The study, carried out by Royal Caribbean, has shown that the average child has been abroad six times before their 10th birthday, while their grandparents have only been abroad eight times in their life. Moreover, the majority of parents polled claimed that, while travel is a normal part of their own child’s life, they only ventured out of the country twice before the age of 10.
According to the research, today’s 10-year-olds have been on an average of two cruises, four ferries, and seven aeroplanes. They have also tasted street food abroad, visited a foreign market or souk, learned as many as six new foreign phrases while abroad – and even been for a ride on a Tuk Tuk.
In fact, as many as 83% of the 2000 parents who took part in the study said their children are better travelled and more cultured than they ever were at the same age, while a further 73% said as a result their children can speak more foreign words than they can.
81% felt their children were lucky that their horizons had been widened by travelling to other places. However, a more begrudging 83% complained that their children had no idea how lucky they were to have all the trips away and holidays that they do. 68% said their children are actively involved in the researching and planning of holidays.

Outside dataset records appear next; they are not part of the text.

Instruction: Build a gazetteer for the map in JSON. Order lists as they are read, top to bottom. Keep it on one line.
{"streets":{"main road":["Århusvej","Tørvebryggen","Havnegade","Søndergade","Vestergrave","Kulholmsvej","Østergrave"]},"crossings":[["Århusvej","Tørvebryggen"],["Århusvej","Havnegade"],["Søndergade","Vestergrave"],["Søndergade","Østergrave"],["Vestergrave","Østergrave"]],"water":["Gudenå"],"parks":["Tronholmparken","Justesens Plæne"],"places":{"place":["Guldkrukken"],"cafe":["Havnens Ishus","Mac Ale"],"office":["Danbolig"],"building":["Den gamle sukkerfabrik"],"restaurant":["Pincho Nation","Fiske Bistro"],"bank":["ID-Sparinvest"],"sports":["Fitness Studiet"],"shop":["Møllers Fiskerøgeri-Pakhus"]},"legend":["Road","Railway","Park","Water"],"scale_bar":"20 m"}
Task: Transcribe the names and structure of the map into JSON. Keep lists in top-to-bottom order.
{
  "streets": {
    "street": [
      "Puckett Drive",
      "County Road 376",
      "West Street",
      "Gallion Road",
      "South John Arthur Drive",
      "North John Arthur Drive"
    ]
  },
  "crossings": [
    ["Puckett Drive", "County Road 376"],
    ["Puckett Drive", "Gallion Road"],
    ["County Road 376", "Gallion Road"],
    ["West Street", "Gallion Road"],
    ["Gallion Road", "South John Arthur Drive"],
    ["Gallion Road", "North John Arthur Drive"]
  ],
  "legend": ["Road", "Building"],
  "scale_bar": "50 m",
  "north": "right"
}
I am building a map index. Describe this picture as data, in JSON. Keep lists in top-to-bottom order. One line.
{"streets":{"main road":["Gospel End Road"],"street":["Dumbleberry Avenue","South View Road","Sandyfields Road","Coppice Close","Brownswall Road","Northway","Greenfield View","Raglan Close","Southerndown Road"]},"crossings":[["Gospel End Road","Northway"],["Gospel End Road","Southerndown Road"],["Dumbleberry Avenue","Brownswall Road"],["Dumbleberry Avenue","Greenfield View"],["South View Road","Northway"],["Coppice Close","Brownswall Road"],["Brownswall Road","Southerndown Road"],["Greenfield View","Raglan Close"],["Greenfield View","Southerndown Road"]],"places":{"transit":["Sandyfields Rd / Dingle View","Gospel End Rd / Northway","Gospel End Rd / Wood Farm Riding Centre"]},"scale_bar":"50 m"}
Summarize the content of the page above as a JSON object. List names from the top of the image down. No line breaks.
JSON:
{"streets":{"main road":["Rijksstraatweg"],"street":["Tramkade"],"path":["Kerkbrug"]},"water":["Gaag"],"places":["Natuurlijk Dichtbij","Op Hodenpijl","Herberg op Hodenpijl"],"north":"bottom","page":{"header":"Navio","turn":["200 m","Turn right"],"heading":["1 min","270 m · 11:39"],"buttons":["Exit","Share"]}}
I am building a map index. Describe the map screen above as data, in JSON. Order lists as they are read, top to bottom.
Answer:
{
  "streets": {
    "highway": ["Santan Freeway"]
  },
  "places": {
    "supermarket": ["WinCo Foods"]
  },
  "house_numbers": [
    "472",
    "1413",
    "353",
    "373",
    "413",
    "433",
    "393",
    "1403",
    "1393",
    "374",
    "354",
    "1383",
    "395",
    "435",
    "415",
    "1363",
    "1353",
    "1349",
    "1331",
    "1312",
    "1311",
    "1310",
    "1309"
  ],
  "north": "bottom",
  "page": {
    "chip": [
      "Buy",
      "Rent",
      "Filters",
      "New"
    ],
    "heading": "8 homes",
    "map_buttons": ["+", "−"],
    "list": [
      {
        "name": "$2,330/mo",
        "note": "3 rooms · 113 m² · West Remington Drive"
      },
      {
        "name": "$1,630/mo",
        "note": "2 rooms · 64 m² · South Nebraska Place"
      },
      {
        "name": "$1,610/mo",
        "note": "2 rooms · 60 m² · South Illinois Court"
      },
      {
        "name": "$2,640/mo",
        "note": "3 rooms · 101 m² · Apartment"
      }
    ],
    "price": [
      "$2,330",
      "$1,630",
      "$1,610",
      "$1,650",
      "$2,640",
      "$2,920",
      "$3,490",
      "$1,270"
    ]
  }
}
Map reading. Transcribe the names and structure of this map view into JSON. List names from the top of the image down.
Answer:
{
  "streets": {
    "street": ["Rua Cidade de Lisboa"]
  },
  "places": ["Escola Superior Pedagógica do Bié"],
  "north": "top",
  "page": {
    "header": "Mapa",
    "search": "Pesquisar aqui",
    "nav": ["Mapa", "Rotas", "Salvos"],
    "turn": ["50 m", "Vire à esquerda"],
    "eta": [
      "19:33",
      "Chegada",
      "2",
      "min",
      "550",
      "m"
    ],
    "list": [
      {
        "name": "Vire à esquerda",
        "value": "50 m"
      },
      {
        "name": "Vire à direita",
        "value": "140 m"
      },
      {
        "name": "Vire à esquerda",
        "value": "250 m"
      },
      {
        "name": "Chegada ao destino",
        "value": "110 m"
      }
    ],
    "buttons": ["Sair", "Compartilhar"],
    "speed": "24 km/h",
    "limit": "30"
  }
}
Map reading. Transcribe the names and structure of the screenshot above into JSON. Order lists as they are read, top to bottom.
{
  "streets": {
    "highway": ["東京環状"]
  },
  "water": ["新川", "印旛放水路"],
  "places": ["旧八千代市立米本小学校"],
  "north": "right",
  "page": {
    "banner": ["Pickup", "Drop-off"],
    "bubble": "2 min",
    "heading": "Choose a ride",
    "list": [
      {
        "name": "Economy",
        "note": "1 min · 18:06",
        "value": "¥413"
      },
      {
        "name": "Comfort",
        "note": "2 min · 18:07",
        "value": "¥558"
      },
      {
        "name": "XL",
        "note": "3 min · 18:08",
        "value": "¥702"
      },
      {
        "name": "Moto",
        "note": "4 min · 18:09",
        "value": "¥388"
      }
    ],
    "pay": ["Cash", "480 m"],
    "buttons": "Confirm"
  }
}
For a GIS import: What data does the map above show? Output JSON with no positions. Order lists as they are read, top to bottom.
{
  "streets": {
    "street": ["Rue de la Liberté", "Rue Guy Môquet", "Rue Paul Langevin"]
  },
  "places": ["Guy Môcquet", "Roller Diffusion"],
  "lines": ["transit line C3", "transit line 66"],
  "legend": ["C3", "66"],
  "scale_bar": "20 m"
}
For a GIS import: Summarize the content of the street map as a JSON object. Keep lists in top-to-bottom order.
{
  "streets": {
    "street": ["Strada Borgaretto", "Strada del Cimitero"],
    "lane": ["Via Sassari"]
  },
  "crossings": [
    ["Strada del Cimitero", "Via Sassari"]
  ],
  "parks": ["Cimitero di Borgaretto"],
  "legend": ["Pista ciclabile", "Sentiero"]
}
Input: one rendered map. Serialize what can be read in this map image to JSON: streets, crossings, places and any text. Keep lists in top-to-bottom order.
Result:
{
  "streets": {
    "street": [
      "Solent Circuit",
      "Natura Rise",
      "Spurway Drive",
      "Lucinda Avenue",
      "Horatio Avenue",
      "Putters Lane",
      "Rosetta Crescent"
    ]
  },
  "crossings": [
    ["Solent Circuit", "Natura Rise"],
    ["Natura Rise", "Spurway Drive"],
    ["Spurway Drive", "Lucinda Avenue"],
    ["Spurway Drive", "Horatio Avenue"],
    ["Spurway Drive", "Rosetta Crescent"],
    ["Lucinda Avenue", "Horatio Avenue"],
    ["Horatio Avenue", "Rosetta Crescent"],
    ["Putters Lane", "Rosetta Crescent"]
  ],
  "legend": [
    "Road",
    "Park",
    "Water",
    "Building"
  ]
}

Generational expert Dr Paul Redmond, who analysed the findings of the study, commented: “For the travel industry, Generation Z is incredibly important. Not only do they exert a powerful influence on their parents, they are a generation that care more about experiences and travel than any other generation. So it is important the travel industry listens to them – the annual, two week ‘fly and flop’ holiday on the beach is not going to cut it for them and holiday companies will need to take this into consideration when shaping the holidays of the future.”